TASK REQUIREMENTS
The entries that follow include a run beginning at the line with "M 878,1370 L" and ending at the line with "406,316 L 567,396"; restate that run word for word and leave the rest out.

Start of SUPPLIED DATA

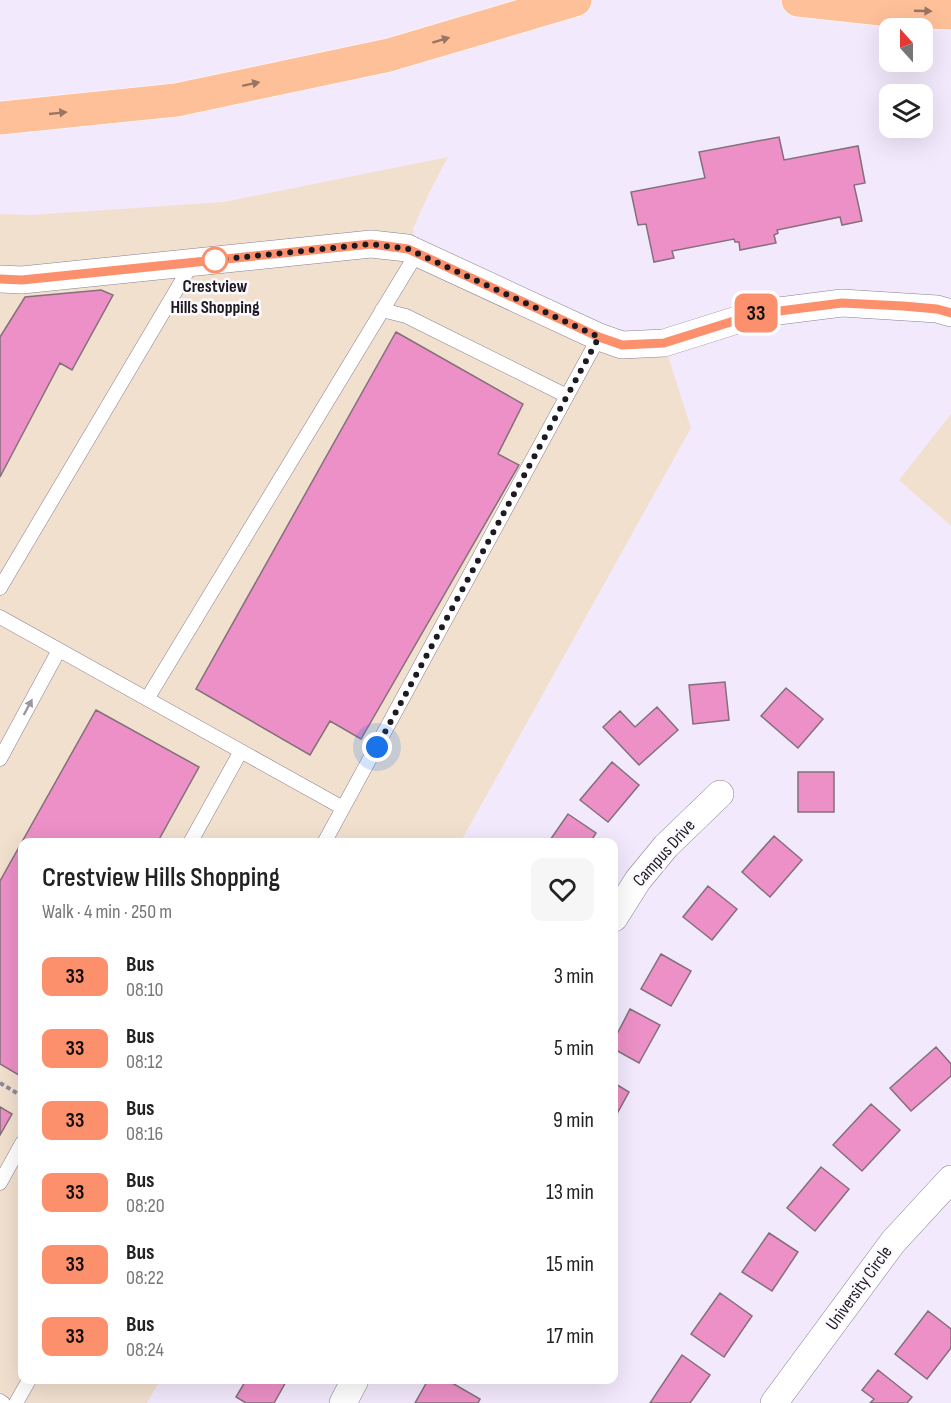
<!DOCTYPE html>
<html lang="en">
<head>
<meta charset="utf-8">
<style>
	body { margin:0; font-family:"Sofia Sans Condensed",sans-serif; background:#f6f6f6; color:#222; height:100vh; display:flex; flex-direction:column; font-size:22px; white-space:nowrap }
	* { box-sizing:border-box; margin:0 }
	p { font-size:20px; color:#767676 }
	.icon { flex:none; width:33px; height:33px; fill:none; stroke:currentColor; stroke-width:2; stroke-linecap:round; stroke-linejoin:round }
	.map { position:relative; flex:1; overflow:hidden }
	.details { position:absolute; left:18px; top:838px; width:600px; height:546px; display:flex; flex-direction:column; background:#fff; border-radius:12px; box-shadow:0 6px 24px #0002 }
	.details>* { flex:none }
	.badge { padding:0 12px; border-radius:9px; font-size:21px; line-height:39px }
	.needle { width:39px; rotate:339deg }
	.controls { position:absolute; left:879px; top:18px; display:grid; gap:12px }
	.controls a { display:grid; place-items:center; width:54px; height:54px; border-radius:12px; background:#fff; box-shadow:0 6px 24px #0002; font-size:30px }
	.you { position:absolute; width:30px; height:30px; margin:-15px; border:4px solid #fff; border-radius:50%; background:#1a73e8; box-shadow:0 0 0 9px #1a73e833 }
	.map>.badge { position:absolute; translate:-50% -50%; box-shadow:0 0 0 3px #fff }
	.round { display:grid; place-items:center; flex:none; width:63px; height:63px; border-radius:12px; background:#f6f6f6 }
	.head { display:flex; align-items:center; justify-content:space-between; height:102px; padding:0 24px }
	h1 { font-size:28px; font-weight:600; line-height:45px }
	ul { padding:0; list-style:none }
	li { display:flex; align-items:center; gap:18px; height:72px; padding:0 24px }
	li div { flex:1 }
	li b { display:block; font-size:22px }
	li em { font-style:normal }
	li .badge { min-width:66px; font-weight:700; text-align:center }
	.map>svg:first-child { display:block }
</style>
</head>
<body>
<div class="map">
<svg width="951" height="1403" viewBox="0 0 951 1403">
	<rect width="100%" height="100%" fill="#f3e9fc"/>
	<path fill="#f2e0cf" d="M 448,157 L 429,193 L 413,229 L 417,253 L 599,337 L 664,343 L 691,428 L 460,843 L 22,843 L 22,1380 L 160,1380 L 147,1403 L 0,1403 L 0,214 L 31,215 L 224,202 Z
		M 951,414 L 951,526 L 899,480 Z"/>
	<path fill="#ec90c7" stroke="#83707a" stroke-width="1.5" d="M 779,137 L 784,160 L 858,146 L 865,183 L 854,185 L 862,221 L 842,225 L 840,217 L 777,230 L 778,233 L 774,235 L 776,243 L 740,250 L 739,242 L 735,242 L 734,239 L 672,251 L 674,258 L 654,262 L 646,224 L 638,225 L 631,192 L 705,178 L 699,152 Z
		M 101,290 L 113,295 L 72,370 L 60,363 L 0,477 L 0,337 L 25,297 Z
		M 396,332 L 523,404 L 498,454 L 519,465 L 361,739 L 330,721 L 310,755 L 196,689 Z
		M 725,682 L 729,720 L 693,724 L 689,685 Z
		M 786,688 L 823,719 L 798,748 L 761,716 Z
		M 657,707 L 678,730 L 639,765 L 603,727 L 620,711 L 635,727 Z
		M 96,710 L 199,767 L 157,843 L 22,843 L 22,1077 L 0,1064 L 0,881 Z
		M 612,762 L 639,785 L 608,822 L 580,800 Z
		M 798,772 L 834,772 L 834,812 L 798,812 Z
		M 568,814 L 596,833 L 590,843 L 548,843 Z
		M 774,836 L 802,860 L 770,897 L 742,872 Z
		M 708,886 L 737,909 L 712,940 L 683,917 Z
		M 661,954 L 691,971 L 671,1006 L 641,989 Z
		M 630,1009 L 660,1025 L 639,1063 L 614,1049 L 614,1040 Z
		M 936,1047 L 951,1064 L 951,1076 L 911,1111 L 890,1088 Z
		M 614,1083 L 629,1092 L 614,1119 Z
		M 871,1104 L 900,1130 L 862,1171 L 833,1145 Z
		M 0,1107 L 12,1114 L 0,1135 Z
		M 821,1167 L 849,1189 L 815,1231 L 787,1208 Z
		M 769,1233 L 798,1252 L 772,1291 L 742,1272 Z
		M 720,1293 L 752,1316 L 724,1357 L 691,1334 Z
		M 928,1311 L 951,1329 L 951,1348 L 927,1379 L 895,1354 Z
		M 682,1355 L 710,1375 L 690,1403 L 650,1403 Z
		M 878,1370 L 912,1397 L 907,1403 L 870,1403 L 874,1399 L 862,1390 Z
		M 246,1380 L 287,1380 L 274,1403 L 246,1403 L 236,1397 Z
		M 428,1380 L 447,1380 L 480,1399 L 478,1403 L 415,1403 Z"/>
	<g fill="none" stroke-linecap="round" stroke-linejoin="round">
		<defs>
			<path id="service" d="M 382,310 L 406,316 L 567,396
				M 0,588 L 193,262
				M 0,617 L 343,808
				M 147,699 L 417,253
				M 0,759 L 59,650
				M 190,843 L 241,751
				M 324,843 L 599,337
				M 0,1183 L 22,1143
				M 0,1401 L 3,1403
				M 16,1403 L 29,1380"/>
			<path id="minor" d="M 0,279 L 22,280 L 371,244 L 407,248 L 599,337 L 622,345 L 664,343 L 756,314 L 842,303 L 937,309 L 951,313
				M 614,918 L 638,880 L 666,846 L 720,794
				M 343,1403 L 355,1380
				M 774,1403 L 893,1242 L 951,1179"/>
			<path id="motorway" d="M 798,0 L 899,11 L 951,13
				M 0,118 L 176,100 L 389,55 L 575,0"/>
		</defs>
		<use href="#service" stroke="#897f91" stroke-width="15"/>
		<use href="#minor" stroke="#897f91" stroke-width="28"/>
		<use href="#motorway" stroke="#fff" stroke-width="34"/>
		<path stroke="#908997" stroke-width="4" stroke-dasharray="4.5 3" stroke-linecap="butt" d="M 0,1083 L 22,1096"/>
		<use href="#service" stroke="#fff" stroke-width="14"/>
		<use href="#minor" stroke="#fff" stroke-width="27"/>
		<use href="#motorway" stroke="#fec099" stroke-width="33"/>
	</g>
	<defs><path id="oneway-solid" d="M-6-.8H1V-3.2L6.5 0L1 3.2V.8H-6Z" transform="scale(1.5)"/></defs>
	<g fill="#997563">
		<use href="#oneway-solid" transform="translate(923 11) rotate(2)"/>
		<use href="#oneway-solid" transform="translate(441 40) rotate(-17)"/>
		<use href="#oneway-solid" transform="translate(251 84) rotate(-12)"/>
		<use href="#oneway-solid" transform="translate(58 113) rotate(-6)"/>
	</g>
	<use fill="#9a989b" href="#oneway-solid" transform="translate(28 707) rotate(-62)"/>
	<g fill="none" stroke-linecap="round" stroke-linejoin="round">
		<defs>
			<path id="line" d="M 0,279 L 22,280 L 371,244 L 408,249 L 599,337 L 622,345 L 664,343 L 756,314 L 842,303 L 903,306 L 937,309 L 951,313"/>
		</defs>
		<use href="#line" stroke="#fff" stroke-width="14"/>
		<use href="#line" stroke="#fd906c" stroke-width="9"/>
		<path stroke="#1e1a21" stroke-width="6" stroke-dasharray="0 10.8" d="M 215,260 L 371,244 L 408,249 L 599,337 L 377,747"/>
	</g>
	<circle fill="#fff" stroke="#fd906c" stroke-width="3" cx="215" cy="260" r="12"/>
	<g text-anchor="middle" dominant-baseline="central" stroke-width="5" stroke-linejoin="round" paint-order="stroke">
		<g font-size="18" font-weight="bold" fill="#1e1a21" stroke="#fcfafe">
			<text x="215" y="286">Crestview<tspan x="215" dy="21">Hills Shopping</tspan></text>
		</g>
		<g font-size="18" fill="#1e1a21" stroke="#fcfafe">
			<text transform="translate(664 853) rotate(-48)">Campus Drive</text>
			<text transform="translate(859 1288) rotate(-54)">University Circle</text>
		</g>
	</g>
</svg>
<div class="controls">
<a><svg class="needle" viewBox="-14 -14 28 28"><path d="M0-13l5 13h-10z" fill="#e53935"/><path d="M0 13l5-13h-10z" fill="#767676"/></svg></a>
<a><svg class="icon" aria-label="layers" viewBox="0 0 24 24"><path d="M12 4l9 5-9 5-9-5zM3 14l9 5 9-5"/></svg></a>
</div>
<div class="you" style="left:377px;top:747px"></div>
<b class="badge" style="left:756px;top:313px;background:#fd906c;color:#111">33</b>
<section class="details">
<div class="head"><div><h1>Crestview Hills Shopping</h1><p>Walk · 4 min · 250 m</p></div><a class="round"><svg class="icon" aria-label="heart" viewBox="0 0 24 24"><path d="M12 20l-8-8c-3-5 5-10 8-4 3-6 11-1 8 4z"/></svg></a></div>
<ul>
<li><span class="badge" style="background:#fd906c;color:#111">33</span><div><b>Bus</b><p>08:10</p></div><em>3 min</em></li>
<li><span class="badge" style="background:#fd906c;color:#111">33</span><div><b>Bus</b><p>08:12</p></div><em>5 min</em></li>
<li><span class="badge" style="background:#fd906c;color:#111">33</span><div><b>Bus</b><p>08:16</p></div><em>9 min</em></li>
<li><span class="badge" style="background:#fd906c;color:#111">33</span><div><b>Bus</b><p>08:20</p></div><em>13 min</em></li>
<li><span class="badge" style="background:#fd906c;color:#111">33</span><div><b>Bus</b><p>08:22</p></div><em>15 min</em></li>
<li><span class="badge" style="background:#fd906c;color:#111">33</span><div><b>Bus</b><p>08:24</p></div><em>17 min</em></li>
</ul>
</section>
</div>
</body>
</html>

End of SUPPLIED DATA

ANSWER AREA
		M 878,1370 L 912,1397 L 907,1403 L 870,1403 L 874,1399 L 862,1390 Z
		M 246,1380 L 287,1380 L 274,1403 L 246,1403 L 236,1397 Z
		M 428,1380 L 447,1380 L 480,1399 L 478,1403 L 415,1403 Z"/>
	<g fill="none" stroke-linecap="round" stroke-linejoin="round">
		<defs>
			<path id="service" d="M 382,310 L 406,316 L 567,396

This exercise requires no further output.